Toni Nadal Strongly Backs French Open Postponement

One of the biggest headlines in tennis during the Coronavirus pandemic has been the postponement of the French Open. Many players and tennis pundits had criticized the decision by calling it inconsiderate.

This was because the tournament will now happen literally one week after the conclusion of the US Open. On top of that, it is clashing with various tournaments including the Roger Federer-led Laver Cup. Many including tennis star Vasek Pospisil saw this decision as an example of the French Open’s ignorance and bullying.

However, the tournament has now found a supporter. It is none other than someone who is associated with the French Open’s greatest ever participant. We are talking about Rafael Nadal’s former coach and uncle Toni Nadal.
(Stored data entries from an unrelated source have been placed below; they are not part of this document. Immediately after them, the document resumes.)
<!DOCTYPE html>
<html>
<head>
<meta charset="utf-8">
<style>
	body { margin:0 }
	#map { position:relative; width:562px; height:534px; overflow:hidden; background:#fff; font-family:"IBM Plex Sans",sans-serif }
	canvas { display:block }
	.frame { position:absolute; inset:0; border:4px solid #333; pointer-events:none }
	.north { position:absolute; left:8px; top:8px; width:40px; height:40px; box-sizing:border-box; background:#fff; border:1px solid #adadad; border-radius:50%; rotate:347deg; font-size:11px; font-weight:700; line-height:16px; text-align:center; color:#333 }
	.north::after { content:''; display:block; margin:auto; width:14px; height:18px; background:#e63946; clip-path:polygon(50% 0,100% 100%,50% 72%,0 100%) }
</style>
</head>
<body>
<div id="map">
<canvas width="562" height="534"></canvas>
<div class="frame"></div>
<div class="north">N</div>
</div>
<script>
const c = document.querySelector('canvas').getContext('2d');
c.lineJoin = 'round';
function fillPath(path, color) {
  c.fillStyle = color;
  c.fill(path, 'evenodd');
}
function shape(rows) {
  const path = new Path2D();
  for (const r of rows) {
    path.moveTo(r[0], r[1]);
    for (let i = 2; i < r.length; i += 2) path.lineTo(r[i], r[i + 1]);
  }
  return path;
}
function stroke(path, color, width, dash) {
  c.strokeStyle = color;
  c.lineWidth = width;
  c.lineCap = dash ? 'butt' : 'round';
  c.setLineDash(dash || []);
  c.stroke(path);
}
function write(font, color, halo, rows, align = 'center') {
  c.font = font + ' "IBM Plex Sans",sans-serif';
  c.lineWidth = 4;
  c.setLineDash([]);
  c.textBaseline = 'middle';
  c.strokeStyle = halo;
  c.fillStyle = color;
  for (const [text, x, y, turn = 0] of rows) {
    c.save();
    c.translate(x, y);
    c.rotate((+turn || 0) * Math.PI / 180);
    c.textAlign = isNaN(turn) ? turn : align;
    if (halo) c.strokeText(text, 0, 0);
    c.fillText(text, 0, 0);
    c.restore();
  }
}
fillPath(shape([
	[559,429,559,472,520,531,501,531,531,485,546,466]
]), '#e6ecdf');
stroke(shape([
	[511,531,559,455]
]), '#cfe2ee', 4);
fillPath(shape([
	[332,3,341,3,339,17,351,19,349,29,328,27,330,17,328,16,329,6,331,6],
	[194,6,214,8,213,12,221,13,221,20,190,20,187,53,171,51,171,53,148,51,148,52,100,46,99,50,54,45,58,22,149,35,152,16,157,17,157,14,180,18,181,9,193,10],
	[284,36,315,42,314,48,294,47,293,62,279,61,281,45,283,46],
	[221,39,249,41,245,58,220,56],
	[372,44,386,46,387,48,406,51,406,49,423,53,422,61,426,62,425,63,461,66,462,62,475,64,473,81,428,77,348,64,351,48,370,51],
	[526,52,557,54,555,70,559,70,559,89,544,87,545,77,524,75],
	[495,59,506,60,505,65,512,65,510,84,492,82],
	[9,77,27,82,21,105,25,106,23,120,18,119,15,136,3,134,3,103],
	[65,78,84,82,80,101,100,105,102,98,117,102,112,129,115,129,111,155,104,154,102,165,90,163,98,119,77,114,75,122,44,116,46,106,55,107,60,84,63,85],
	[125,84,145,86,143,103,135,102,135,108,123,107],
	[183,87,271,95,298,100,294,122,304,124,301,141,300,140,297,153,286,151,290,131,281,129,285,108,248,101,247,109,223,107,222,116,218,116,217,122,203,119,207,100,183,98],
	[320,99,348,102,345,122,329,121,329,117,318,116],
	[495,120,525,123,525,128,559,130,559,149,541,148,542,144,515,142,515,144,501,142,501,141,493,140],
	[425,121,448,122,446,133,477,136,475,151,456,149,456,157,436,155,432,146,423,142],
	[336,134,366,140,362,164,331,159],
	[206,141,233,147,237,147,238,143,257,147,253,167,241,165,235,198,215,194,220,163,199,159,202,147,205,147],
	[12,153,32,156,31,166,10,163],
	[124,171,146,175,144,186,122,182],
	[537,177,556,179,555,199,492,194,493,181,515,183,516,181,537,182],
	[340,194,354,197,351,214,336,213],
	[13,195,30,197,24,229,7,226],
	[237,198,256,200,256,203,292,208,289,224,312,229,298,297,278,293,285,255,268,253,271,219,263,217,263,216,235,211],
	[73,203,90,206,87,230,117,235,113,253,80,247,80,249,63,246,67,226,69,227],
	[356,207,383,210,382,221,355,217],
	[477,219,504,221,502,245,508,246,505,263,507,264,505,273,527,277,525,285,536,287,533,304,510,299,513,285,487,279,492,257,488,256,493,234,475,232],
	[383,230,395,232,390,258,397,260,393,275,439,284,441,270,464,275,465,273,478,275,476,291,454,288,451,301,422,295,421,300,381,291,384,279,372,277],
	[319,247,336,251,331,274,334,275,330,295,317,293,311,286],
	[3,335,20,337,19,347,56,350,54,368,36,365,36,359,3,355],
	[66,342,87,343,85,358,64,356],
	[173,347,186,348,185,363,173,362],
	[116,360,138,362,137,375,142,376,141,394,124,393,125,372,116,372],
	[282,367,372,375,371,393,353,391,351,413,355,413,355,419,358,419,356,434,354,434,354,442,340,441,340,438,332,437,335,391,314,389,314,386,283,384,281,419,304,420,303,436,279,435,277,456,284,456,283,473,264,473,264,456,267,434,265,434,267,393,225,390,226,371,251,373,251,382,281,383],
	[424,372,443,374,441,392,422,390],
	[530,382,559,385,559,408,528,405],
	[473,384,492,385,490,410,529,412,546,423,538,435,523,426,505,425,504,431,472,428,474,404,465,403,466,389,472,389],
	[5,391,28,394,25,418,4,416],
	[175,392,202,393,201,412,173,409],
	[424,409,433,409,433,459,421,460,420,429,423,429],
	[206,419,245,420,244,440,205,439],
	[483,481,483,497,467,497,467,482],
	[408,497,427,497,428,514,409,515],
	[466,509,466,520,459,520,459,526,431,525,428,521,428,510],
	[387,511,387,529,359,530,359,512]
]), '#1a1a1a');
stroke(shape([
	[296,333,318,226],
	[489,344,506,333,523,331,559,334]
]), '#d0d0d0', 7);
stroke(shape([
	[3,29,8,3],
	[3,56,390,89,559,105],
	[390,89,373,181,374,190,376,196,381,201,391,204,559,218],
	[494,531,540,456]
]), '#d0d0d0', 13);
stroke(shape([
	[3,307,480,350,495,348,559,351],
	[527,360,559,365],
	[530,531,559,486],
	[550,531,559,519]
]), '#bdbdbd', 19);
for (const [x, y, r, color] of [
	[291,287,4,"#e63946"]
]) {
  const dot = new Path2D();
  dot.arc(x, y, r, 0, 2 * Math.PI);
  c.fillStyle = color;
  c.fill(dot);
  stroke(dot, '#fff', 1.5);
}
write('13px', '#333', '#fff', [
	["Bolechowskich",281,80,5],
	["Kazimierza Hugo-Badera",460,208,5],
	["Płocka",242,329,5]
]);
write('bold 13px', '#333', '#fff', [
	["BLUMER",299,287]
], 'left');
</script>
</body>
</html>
Know More – French Tennis Federation Announces Huge News For The Country’s Tennis Future

What did Toni Nadal say about the French Open? 

The tournament which was earlier scheduled in May was shifted to September 20 – October 4. However, Toni Nadal believes that there is nothing wrong with the tournament looking out for itself.

“It’s difficult to organize tournaments at these times, but I also understand the organizers who are considering all the options. It’s their job, though it’s clear to everyone that priorities have changed. Tennis is a secondary thing now. We have to be realistic,” Nadal said, adding:

“Many regretted that the organizers of Roland Garros made that decision on their own. But if I were in the management of the tournament, I wouldn’t ask anyone either. I would take care of my tournament. It’s still a nice time in September.”

French Open

There is some merit to this argument considering the fact that the event was not insured for a pandemic, like Wimbledon. This means that it can face millions in losses. The people at the upper levels might still survive the loss but the lower level organizers will be devastated.

That’s the reason why we should be knowing both sides of the story before we criticize the French Open and its decision.